Ive always had a great relationship with September, its my spring September where everything is colourful and great! it starts with the day i was born 3rd of Sep (yet dad still insist that its the 5th!) - every year its a great time to me, very special though nothing happens and i celebrate it alone with some really close friends. This year "My September" was different. For the first time in my life September fail me so bad but i think because it was trying to warm me about something since years.
it began with a surprisingly weird feeling, it was not joyful and not sad but it was dark and heavy to my heart. yet the thing i was waiting for happened! and i was crying because i thought my feelings this year were deceiving me and that though this dark feeling still September didn't fail me and it gave me the best present on my day...
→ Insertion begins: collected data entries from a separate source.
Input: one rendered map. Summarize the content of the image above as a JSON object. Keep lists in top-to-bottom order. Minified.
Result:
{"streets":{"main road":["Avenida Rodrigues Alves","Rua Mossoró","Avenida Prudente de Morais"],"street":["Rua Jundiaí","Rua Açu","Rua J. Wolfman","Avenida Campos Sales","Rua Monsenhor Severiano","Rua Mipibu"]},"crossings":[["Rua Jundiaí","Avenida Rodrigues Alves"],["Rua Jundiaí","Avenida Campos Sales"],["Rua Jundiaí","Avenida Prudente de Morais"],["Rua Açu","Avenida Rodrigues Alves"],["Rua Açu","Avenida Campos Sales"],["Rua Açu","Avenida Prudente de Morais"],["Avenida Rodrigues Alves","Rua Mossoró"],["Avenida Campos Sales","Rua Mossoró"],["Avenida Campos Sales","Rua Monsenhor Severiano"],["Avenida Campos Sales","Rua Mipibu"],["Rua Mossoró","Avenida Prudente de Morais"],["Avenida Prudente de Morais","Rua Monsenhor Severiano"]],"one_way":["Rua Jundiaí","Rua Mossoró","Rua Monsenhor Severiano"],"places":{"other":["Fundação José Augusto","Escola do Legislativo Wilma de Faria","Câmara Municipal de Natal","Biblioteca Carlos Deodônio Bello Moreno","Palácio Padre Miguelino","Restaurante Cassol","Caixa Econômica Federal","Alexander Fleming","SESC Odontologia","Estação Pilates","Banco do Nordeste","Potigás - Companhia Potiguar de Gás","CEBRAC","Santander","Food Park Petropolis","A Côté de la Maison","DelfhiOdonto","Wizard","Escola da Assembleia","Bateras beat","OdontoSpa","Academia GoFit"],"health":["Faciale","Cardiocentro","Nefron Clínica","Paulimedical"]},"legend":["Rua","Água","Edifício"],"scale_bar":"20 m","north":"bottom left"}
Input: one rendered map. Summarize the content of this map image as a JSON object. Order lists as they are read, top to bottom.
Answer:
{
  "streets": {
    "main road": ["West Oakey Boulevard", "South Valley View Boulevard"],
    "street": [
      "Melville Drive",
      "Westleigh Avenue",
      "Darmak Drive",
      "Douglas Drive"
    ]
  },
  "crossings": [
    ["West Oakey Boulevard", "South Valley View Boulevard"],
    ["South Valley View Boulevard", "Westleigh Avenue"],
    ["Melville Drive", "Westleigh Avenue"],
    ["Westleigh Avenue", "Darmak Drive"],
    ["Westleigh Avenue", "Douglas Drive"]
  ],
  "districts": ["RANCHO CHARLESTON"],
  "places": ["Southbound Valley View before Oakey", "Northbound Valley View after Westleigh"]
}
still my birthday was a bit weird, didnt feel that i have reached 25 years in my life and i am where i am today while i know for a fact that i could have dont more but i ve missed 5 years waiting for this thing to happen while already did!
it is weird how scared i was from it but then i unleashed my happiness and felt it to the ultimate and was dreaming of "My great September" the dark feeling was fading away yet i can sense it... one day later the darkness pealed my happiness from my life and something i prepared my self for since 5 years was lost in a moment of leashed happiness.
today i pick my self pieces after a day from the darkness attack, i will not lose what i have built to my self and i will not lose who i was before as in the happiness camouflage i forgot the person inside me and got lost between superficiality.
i can easily say that "My September" was the worse September i have ever lived in 25 years :-)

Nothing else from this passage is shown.